Бо ми в Нім живемо́, і рухаємось, і існуємо, як і деякі з ваших поетів казали: „Навіть рід ми Його!“
29 Wij dan, zijnde Gods geslacht, moeten niet menen, dat de Godheid goud, of zilver, of steen gelijk zij, welke door mensenkunst en bedenking gesneden zijn.
Отож, бувши Божим тим родом, не повинні ми ду́мати, що Божество́ подібне до золота, або срі́бла, чи до каменю, твору мистецтва чи лю́дської ви́гадки.
30 God dan, de tijden der onwetendheid overzien hebbende, verkondigt nu allen mensen alom, dat zij zich bekeren.
Не зважаючи ж Бог на часи невідо́мости, ось тепер усім лю́дям наказує, щоб скрізь ка́ялися,
31 Daarom dat Hij een dag gesteld heeft, op welken Hij den aardbodem rechtvaardiglijk zal oordelen, door een Man, Dien Hij daartoe geordineerd heeft, verzekering daarvan doende aan allen, dewijl Hij Hem uit de doden opgewekt heeft.

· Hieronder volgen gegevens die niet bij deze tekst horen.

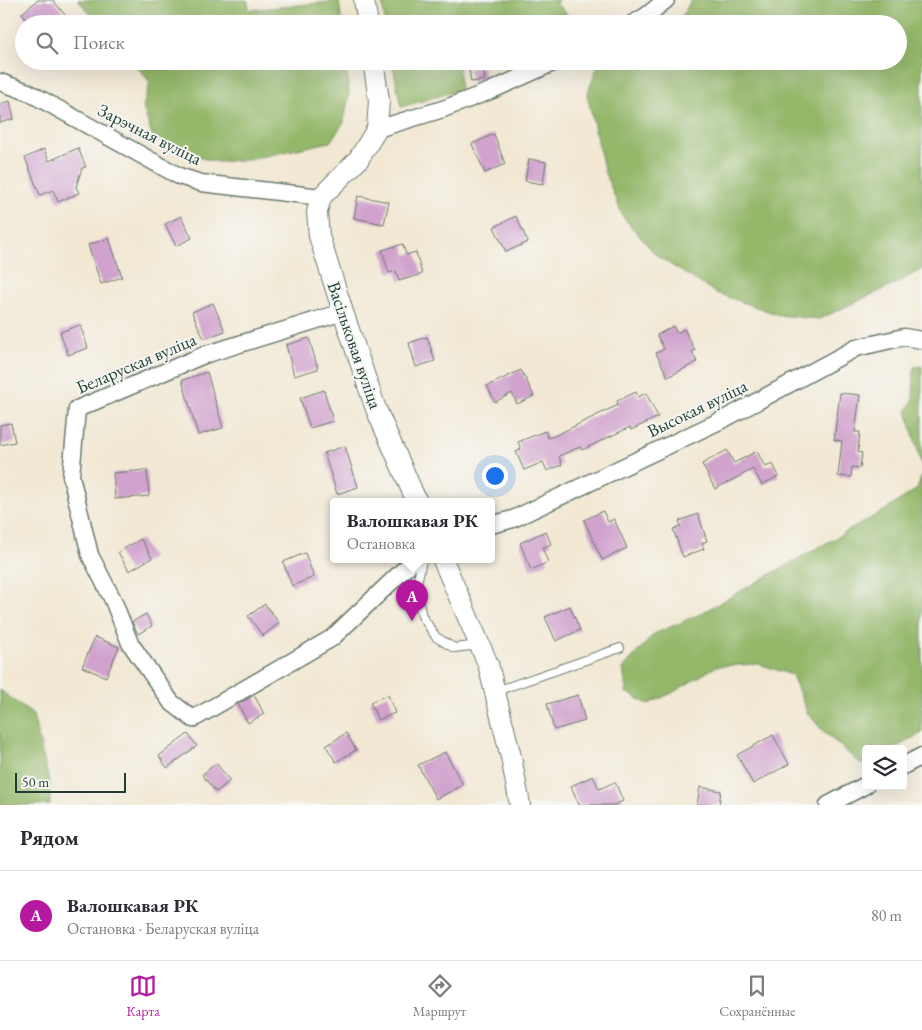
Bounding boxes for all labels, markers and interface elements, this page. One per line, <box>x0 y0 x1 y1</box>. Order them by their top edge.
search box <box>15 15 907 70</box>
icon: search <box>33 29 61 57</box>
text: Поиск <box>73 30 125 55</box>
street label: Зарэчная вуліца <box>94 98 206 170</box>
street label: Васільковая вуліца <box>322 278 388 412</box>
street label: Беларуская вуліца <box>72 327 200 399</box>
street label: Высокая вуліца <box>643 373 752 442</box>
your location <box>482 463 508 489</box>
popup <box>330 498 495 563</box>
text: Валошкавая РК <box>347 508 478 533</box>
text: Остановка <box>347 533 415 554</box>
pin: A <box>396 580 428 621</box>
map controls <box>862 745 907 790</box>
button: layers <box>862 745 907 790</box>
scale bar <box>15 770 126 793</box>
text: 50 m <box>22 773 49 791</box>
text: Рядом <box>20 824 79 851</box>
text: Валошкавая РК <box>67 893 198 918</box>
text: A <box>30 905 42 926</box>
text: 80 m <box>871 905 902 926</box>
text: Остановка · Беларуская вуліца <box>67 918 259 939</box>
tab: Карта <box>126 972 160 1020</box>
tab: Маршрут <box>413 972 466 1020</box>
tab: Сохранённые <box>719 972 796 1020</box>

бо Він ви́значив день, коли хоче судити поправді ввесь світ через Мужа, що Його наперед Він поставив, і Він подав до́каза всім, із мертвих Його воскресивши“.
32 Als zij nu van de opstanding der doden hoorden, spotten sommigen daarmede; en sommigen zeiden: Wij zullen u wederom hiervan horen.
Як почули ж вони про воскре́сення мертвих, то одні насміхатися стали, а інші казали: „Про це бу́демо слухати тебе іншим ра́зом“.
33 En alzo is Paulus uit het midden van hen uitgegaan.
Так вийшов Павло з-поміж них.
34 Doch sommige mannen hingen hem aan, en geloofden; onder welke was ook Dionysius, de Areopagiet, en een vrouw, met name Damaris, en anderen met dezelve.
А деякі мужі пристали до нього й увірували, серед них і Діонисій Ареопагі́т, і жінка, Дама́ра ім'я́м, та інші із ними.